On Saturday night we went to a wonderful concert in Evros boatyard. It was a musical biography of Manos Khatzidakis (best known outside Greece as the composer of ‘Never on Sunday’, which must have been his worst song judging by the music we heard). The concert was part of the Three Moons Festival, which is an arts festival that has been running for a few years and has events coinciding with the full moon in June, July and August, and had been organised by Takis Fragkous, a double bass player who had returned to Leros and recruited his friends to play. The lead singer and guitarist was Vasilis Giadakis, who was brilliant, and Deopoina Stefanidou, singing and playing the piano, was fantastic (you can catch bits of their work on Youtube). The audience was nearly all locals and was very enthusiastic, singing along beautifully to some of the best known songs. The group played for three hours, with a short break, and were as full of energy at the end as they had been at the beginning.
On Monday night we had planned to go to a performance of Aeschylus’s Persians in the castle, but it started late and we were too tired, but afterwards we heard that it was another fantastic event.
Before we left for England we had taken our outboard in for repair. It turned out that it needed a new float valve, which had to be sent from Athens. When we got back it had still not arrived because they had also been out of stock in Athens, so we had to leave without it. We had also been waiting for a new part for the watermaker, to double its capacity as we do not motor very much so were not making enough water. Unfortunately it was held in customs in Athens and we got a demand for a massive amount of paperwork, including the original invoice, a Paypal receipt (we hadn’t paid by Paypal), our tax number and registration, a copy of my passport and an authorisation with signature certified by the police. Fortunately Anna in the marina let me use her scanner and the port police were very helpful so we got together the documentation we could and sent it off. It turned out to be enough for them to release the parts once we had paid 25 euros in import duty and 85 euros in fees to the agent, but we decided not to wait for it to arrive before we headed north to pick up Becky, Andrew and the kids from Samos.
We left Lakki on 15 July and had a lovely sail up to Lipsi, where we anchored overnight in the bay to the south of the island. We left early next morning to motor up to Arki, where we got a good spot on the quay. After a couple of days swimming and chilling we sailed across to Agathonisi to sit out the forecast stronger winds before going on to Samos.
Agathonisi was almost empty when we arrived. There was one Russian crewed Turkish charter anchored in the bay, who left in a hurry soon after we arrived when the Port Police called across asking for their papers, and one million pound Turkish catamaran which had overtaken us on the way in and whose owners were very helpful getting us in alongside them – it turned out that they knew us from last year, when they had had a rather less fancy yacht.

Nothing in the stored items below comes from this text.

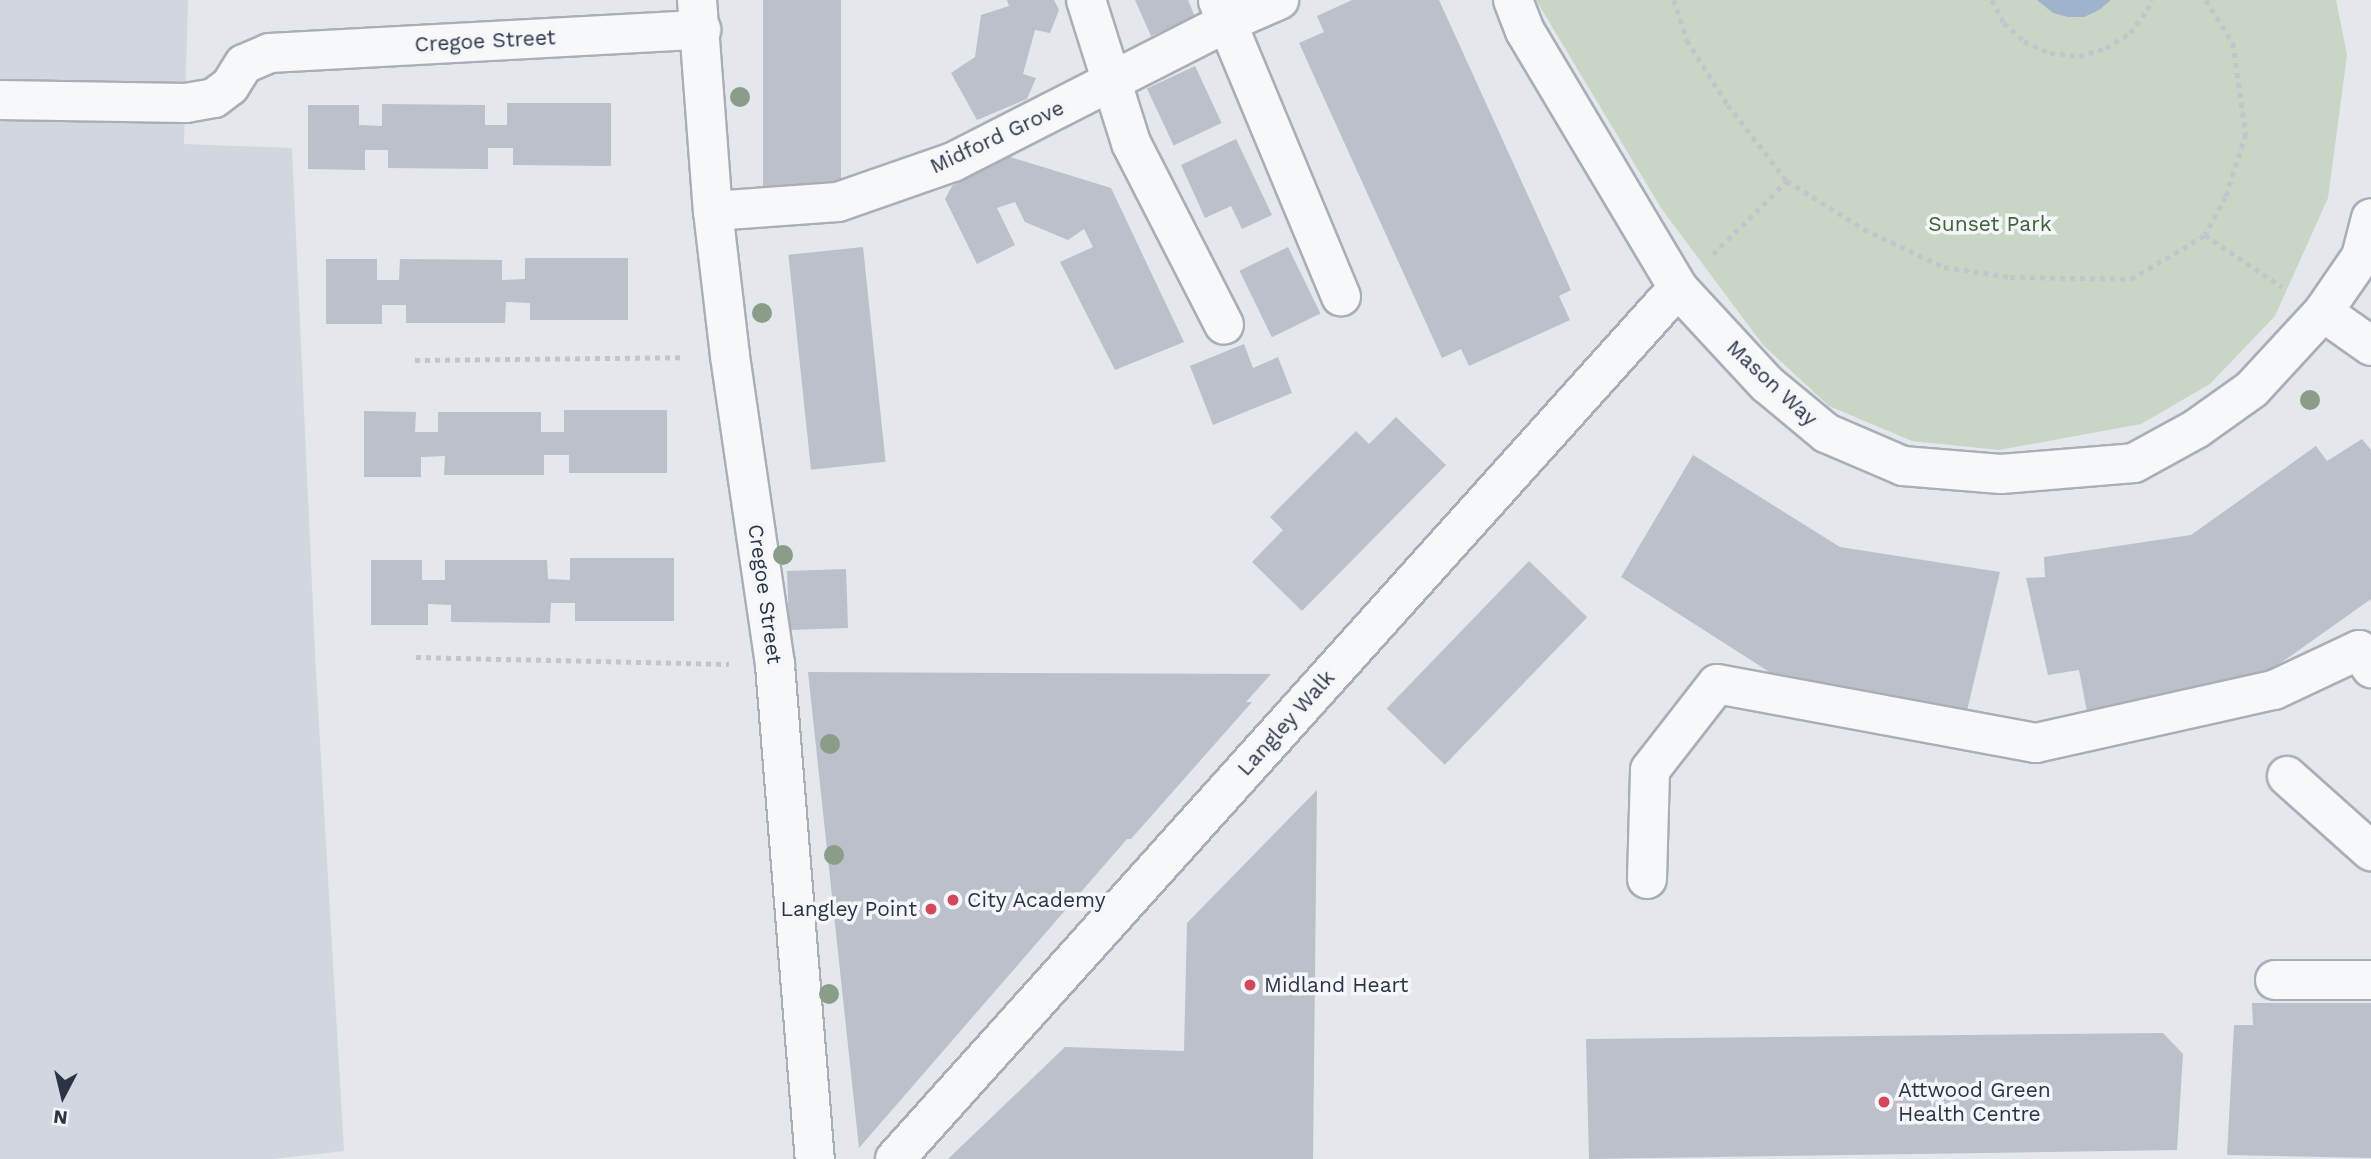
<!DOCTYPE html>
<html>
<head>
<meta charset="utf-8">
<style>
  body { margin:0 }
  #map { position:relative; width:2371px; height:1159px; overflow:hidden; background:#e4e7ec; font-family:"Work Sans",sans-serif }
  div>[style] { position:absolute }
  .built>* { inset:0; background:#d2d6de }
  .green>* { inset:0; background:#c9d6c5 }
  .water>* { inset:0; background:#9fb4cc }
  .building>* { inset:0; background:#bbc0ca; transform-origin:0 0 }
  .path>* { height:4.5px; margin-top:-2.25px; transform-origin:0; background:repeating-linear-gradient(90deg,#c2c5cb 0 5px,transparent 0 10px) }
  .roads { filter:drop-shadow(2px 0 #a9aeb7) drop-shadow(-2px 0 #a9aeb7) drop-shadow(0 2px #a9aeb7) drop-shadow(0 -2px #a9aeb7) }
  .minor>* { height:38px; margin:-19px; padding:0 19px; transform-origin:19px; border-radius:19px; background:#f7f8fa }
  .trees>* { width:20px; height:20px; margin:-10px; border-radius:50%; background:#899d89 }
  .dots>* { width:19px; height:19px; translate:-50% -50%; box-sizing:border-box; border:4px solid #f4f6f9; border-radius:50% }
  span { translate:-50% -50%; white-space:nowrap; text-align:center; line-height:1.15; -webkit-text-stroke:7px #f4f6f9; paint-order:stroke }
  .street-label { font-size:21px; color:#2b3445 }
  .park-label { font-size:21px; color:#3f6138 }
  .poi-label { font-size:21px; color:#2b3445 }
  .left { translate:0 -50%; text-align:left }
  .right { translate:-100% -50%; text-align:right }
  .north { position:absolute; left:28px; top:1061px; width:70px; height:70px; -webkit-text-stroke:5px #f4f6f9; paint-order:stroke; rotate:187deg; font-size:19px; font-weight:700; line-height:28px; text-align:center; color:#2b3445 }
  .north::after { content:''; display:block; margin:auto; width:24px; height:32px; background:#2b3445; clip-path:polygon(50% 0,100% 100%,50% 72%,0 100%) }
</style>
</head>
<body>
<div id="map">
  <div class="built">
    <i style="clip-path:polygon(0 0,188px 0,184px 144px,292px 148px,316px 673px,344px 1151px,272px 1159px,0 1159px)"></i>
  </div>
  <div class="green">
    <i style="clip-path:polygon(1536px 0,2336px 0,2347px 55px,2328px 198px,2275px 316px,2210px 384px,2141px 424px,1999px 450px,1912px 441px,1829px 406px,1763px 345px,1661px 208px)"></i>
  </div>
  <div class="water">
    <i style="clip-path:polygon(2037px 0,2111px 0,2099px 10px,2084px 17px,2068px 17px,2053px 13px)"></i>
  </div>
  <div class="building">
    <i style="left:763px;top:0;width:78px;height:189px"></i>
    <i style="clip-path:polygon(1007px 0,1054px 0,1059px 10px,1050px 33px,1035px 30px,1023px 74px,1036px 78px,1027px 99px,977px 120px,951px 73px,975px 57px,981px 15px,1009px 6px)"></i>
    <i style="clip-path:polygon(1135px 0,1188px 0,1195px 17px,1151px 36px)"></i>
    <i style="clip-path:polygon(1352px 0,1439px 0,1571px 290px,1559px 296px,1570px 320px,1469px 366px,1461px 349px,1442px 358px,1299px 43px,1324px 32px,1317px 16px)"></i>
    <i style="left:1195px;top:66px;width:63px;height:53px;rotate:65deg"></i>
    <i style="clip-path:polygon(507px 103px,611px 103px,611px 166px,513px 165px,513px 148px,488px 148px,488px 169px,388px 168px,388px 150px,365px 150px,365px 170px,308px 169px,308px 105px,359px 105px,359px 125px,382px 126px,382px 104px,485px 105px,485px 125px,507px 125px)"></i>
    <i style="clip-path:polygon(1236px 139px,1272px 215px,1242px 229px,1231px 206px,1205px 218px,1181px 165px)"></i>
    <i style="clip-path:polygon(1007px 156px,1111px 188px,1184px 342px,1115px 370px,1060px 262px,1093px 247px,1084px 229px,1068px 240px,1025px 222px,1015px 202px,997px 208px,1015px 245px,977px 264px,945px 199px,952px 186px)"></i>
    <i style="left:863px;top:247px;width:216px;height:75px;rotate:84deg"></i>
    <i style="left:1288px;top:247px;width:74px;height:54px;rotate:64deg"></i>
    <i style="clip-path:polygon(525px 258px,628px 258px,628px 320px,530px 320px,530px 303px,506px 302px,505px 323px,406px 323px,406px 305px,382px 305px,382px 324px,326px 324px,326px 259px,377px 259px,377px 280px,399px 280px,400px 259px,502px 260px,502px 280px,525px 279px)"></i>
    <i style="clip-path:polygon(1244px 344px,1253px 368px,1278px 357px,1292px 393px,1213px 425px,1190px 366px)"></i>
    <i style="clip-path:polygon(564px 410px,667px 410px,667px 473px,569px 473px,569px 455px,544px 455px,544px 475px,444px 475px,445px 456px,421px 457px,421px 477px,364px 477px,364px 411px,416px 412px,415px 432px,438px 432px,438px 412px,541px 412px,541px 432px,564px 432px)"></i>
    <i style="clip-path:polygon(1396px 417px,1446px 465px,1302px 611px,1252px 562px,1283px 530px,1270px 517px,1356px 431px,1369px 444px)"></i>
    <i style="clip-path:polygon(2362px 439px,2371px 450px,2371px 599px,2265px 674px,2088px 717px,2079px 670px,2048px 675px,2026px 578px,2045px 577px,2044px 557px,2191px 535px,2316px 446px,2327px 461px)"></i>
    <i style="clip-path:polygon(1693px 455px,1840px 547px,2000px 572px,1965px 719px,1793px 687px,1621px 577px)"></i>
    <i style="clip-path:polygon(570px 558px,674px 558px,674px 621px,575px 621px,575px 603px,551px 603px,550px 623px,451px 622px,451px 605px,428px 604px,428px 625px,371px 625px,371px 560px,422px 560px,422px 580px,445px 580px,445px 560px,547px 560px,548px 579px,570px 580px)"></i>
    <i style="left:1529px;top:561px;width:81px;height:205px;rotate:44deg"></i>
    <i style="left:846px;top:569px;width:59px;height:59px;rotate:88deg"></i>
    <i style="clip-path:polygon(808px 672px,1271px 674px,1246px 702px,1252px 702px,1131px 839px,1127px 839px,859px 1148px)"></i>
    <i style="clip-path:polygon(1317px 790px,1313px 1159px,948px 1159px,1065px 1047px,1184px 1051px,1187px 923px)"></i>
    <i style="clip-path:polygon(2252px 1003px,2371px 1003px,2371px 1158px,2227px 1155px,2234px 1025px,2253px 1025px)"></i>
    <i style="clip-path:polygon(2163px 1033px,2183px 1054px,2177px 1150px,1589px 1159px,1586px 1039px)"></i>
  </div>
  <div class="path">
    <i style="left:1674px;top:0;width:42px;rotate:72deg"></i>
    <i style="left:1687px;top:40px;width:77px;rotate:57.8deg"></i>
    <i style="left:1728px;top:105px;width:96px;rotate:52.2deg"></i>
    <i style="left:1787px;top:181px;width:91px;rotate:31.9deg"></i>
    <i style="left:1864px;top:229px;width:89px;rotate:25.4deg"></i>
    <i style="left:1944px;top:267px;width:67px;rotate:8.6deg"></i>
    <i style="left:2010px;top:277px;width:121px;rotate:0.9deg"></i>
    <i style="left:2131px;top:279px;width:86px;rotate:-30.7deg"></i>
    <i style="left:1992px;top:0;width:26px;rotate:62deg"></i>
    <i style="left:2004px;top:23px;width:27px;rotate:42deg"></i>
    <i style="left:2024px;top:41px;width:29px;rotate:25deg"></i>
    <i style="left:2050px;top:53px;width:29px;rotate:6deg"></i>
    <i style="left:2079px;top:56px;width:28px;rotate:-17deg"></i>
    <i style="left:2106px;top:48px;width:28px;rotate:-32deg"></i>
    <i style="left:2130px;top:33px;width:29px;rotate:-54deg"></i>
    <i style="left:2147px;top:10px;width:11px;rotate:-68deg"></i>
    <i style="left:2206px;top:0;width:51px;rotate:57.9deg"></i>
    <i style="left:2233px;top:43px;width:92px;rotate:81.9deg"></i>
    <i style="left:2246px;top:134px;width:66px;rotate:107.6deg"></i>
    <i style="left:2226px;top:197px;width:43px;rotate:118.9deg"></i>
    <i style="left:2205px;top:235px;width:93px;rotate:34deg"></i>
    <i style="left:1713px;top:254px;width:104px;rotate:-44.6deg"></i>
    <i style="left:415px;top:360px;width:269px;rotate:-0.6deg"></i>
    <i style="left:416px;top:657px;width:313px;rotate:1.3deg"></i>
  </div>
  <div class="roads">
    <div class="minor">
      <i style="left:697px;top:0;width:212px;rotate:85.7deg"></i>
      <i style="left:713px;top:211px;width:146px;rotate:83.3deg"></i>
      <i style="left:730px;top:356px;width:312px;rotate:81.7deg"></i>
      <i style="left:775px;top:665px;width:496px;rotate:85.4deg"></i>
      <i style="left:1086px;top:0;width:150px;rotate:72.5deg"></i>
      <i style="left:1131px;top:143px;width:204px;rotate:62.9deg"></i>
      <i style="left:1513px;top:0;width:33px;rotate:69deg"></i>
      <i style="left:1525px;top:31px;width:299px;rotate:59.2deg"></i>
      <i style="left:1678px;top:288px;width:131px;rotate:47.2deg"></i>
      <i style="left:1767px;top:384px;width:77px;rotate:39.7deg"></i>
      <i style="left:1826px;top:433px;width:84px;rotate:23.2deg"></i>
      <i style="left:1903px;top:466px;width:98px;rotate:4.7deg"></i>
      <i style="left:2001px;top:474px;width:133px;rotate:-4.7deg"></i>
      <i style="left:2134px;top:463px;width:71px;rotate:-28.7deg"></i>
      <i style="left:2196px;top:429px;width:69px;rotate:-35.5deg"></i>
      <i style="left:2252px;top:389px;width:105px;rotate:-47.3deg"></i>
      <i style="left:2323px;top:312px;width:67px;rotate:-55.4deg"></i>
      <i style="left:2361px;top:257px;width:40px;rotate:-75.6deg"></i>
      <i style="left:1218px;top:1px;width:320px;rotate:67.4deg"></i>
      <i style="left:0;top:100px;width:186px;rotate:0.9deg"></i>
      <i style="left:186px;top:103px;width:28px;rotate:-10deg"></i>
      <i style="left:214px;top:98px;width:20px;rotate:-37deg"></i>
      <i style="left:230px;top:86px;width:26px;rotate:-58deg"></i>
      <i style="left:244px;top:64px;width:28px;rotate:-23deg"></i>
      <i style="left:270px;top:53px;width:432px;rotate:-3.1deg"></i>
      <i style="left:713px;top:211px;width:125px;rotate:-4.1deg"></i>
      <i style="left:838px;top:202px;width:122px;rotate:-19.2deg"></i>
      <i style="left:953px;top:162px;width:306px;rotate:-27deg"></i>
      <i style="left:1226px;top:23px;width:58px;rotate:-23.5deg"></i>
      <i style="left:2323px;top:312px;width:59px;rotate:35.3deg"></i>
      <i style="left:2287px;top:776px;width:113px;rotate:41.8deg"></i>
      <i style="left:1647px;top:879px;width:109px;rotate:-88.4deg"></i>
      <i style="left:1650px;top:770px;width:109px;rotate:-52.1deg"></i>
      <i style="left:1717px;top:684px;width:324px;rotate:10.5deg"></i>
      <i style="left:2036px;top:743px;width:244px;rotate:-12.6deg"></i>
      <i style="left:2274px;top:690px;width:94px;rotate:-25.2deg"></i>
      <i style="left:2359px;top:650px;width:22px;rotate:56deg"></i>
      <i style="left:2275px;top:980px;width:96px"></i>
      <i style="left:895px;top:1159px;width:1171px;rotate:-48.05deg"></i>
    </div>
  </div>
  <div class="trees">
    <i style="left:740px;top:97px"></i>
    <i style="left:762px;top:313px"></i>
    <i style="left:2310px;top:400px"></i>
    <i style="left:783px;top:555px"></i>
    <i style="left:830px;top:744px"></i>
    <i style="left:834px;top:855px"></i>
    <i style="left:829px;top:994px"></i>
  </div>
  <div class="dots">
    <i style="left:953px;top:900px;background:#d1495b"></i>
    <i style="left:931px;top:909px;background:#d1495b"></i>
    <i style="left:1250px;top:985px;background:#d1495b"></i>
    <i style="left:1884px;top:1102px;background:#d1495b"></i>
  </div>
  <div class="street-label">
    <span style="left:485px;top:41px;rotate:-3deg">Cregoe Street</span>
    <span style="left:997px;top:137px;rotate:-25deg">Midford Grove</span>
    <span style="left:1772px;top:383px;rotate:43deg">Mason Way</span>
    <span style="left:765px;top:594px;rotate:82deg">Cregoe Street</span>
    <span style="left:1286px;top:723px;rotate:-48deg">Langley Walk</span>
  </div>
  <div class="park-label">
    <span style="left:1990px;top:224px">Sunset Park</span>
  </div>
  <div class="poi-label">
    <span class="left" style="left:967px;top:900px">City Academy</span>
    <span class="right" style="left:917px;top:909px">Langley Point</span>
    <span class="left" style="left:1264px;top:985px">Midland Heart</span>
    <span class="left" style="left:1898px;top:1102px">Attwood Green<br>Health Centre</span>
  </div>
  <div class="north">N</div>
</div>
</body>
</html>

We had already noticed in Arki how few yachts there seemed to be compared to previous years and Maria and Voula both told us that it had been very quiet all summer. The shops and tavernas are clearly struggling. Maris told us that she is thinking of leaving because the school cannot get a teacher for its kindergarten (4-6 year olds). A young teacher only gets 700 euros a month after the cuts and at least 300 has to go immediately to pay rent, so it is not surprising that they can’t get anyone.

We will leave for Pythagorion on Samos on Monday 21st to get ready for the arrival of Becky and co first thing on Wednesday after their overnight flight via Athens.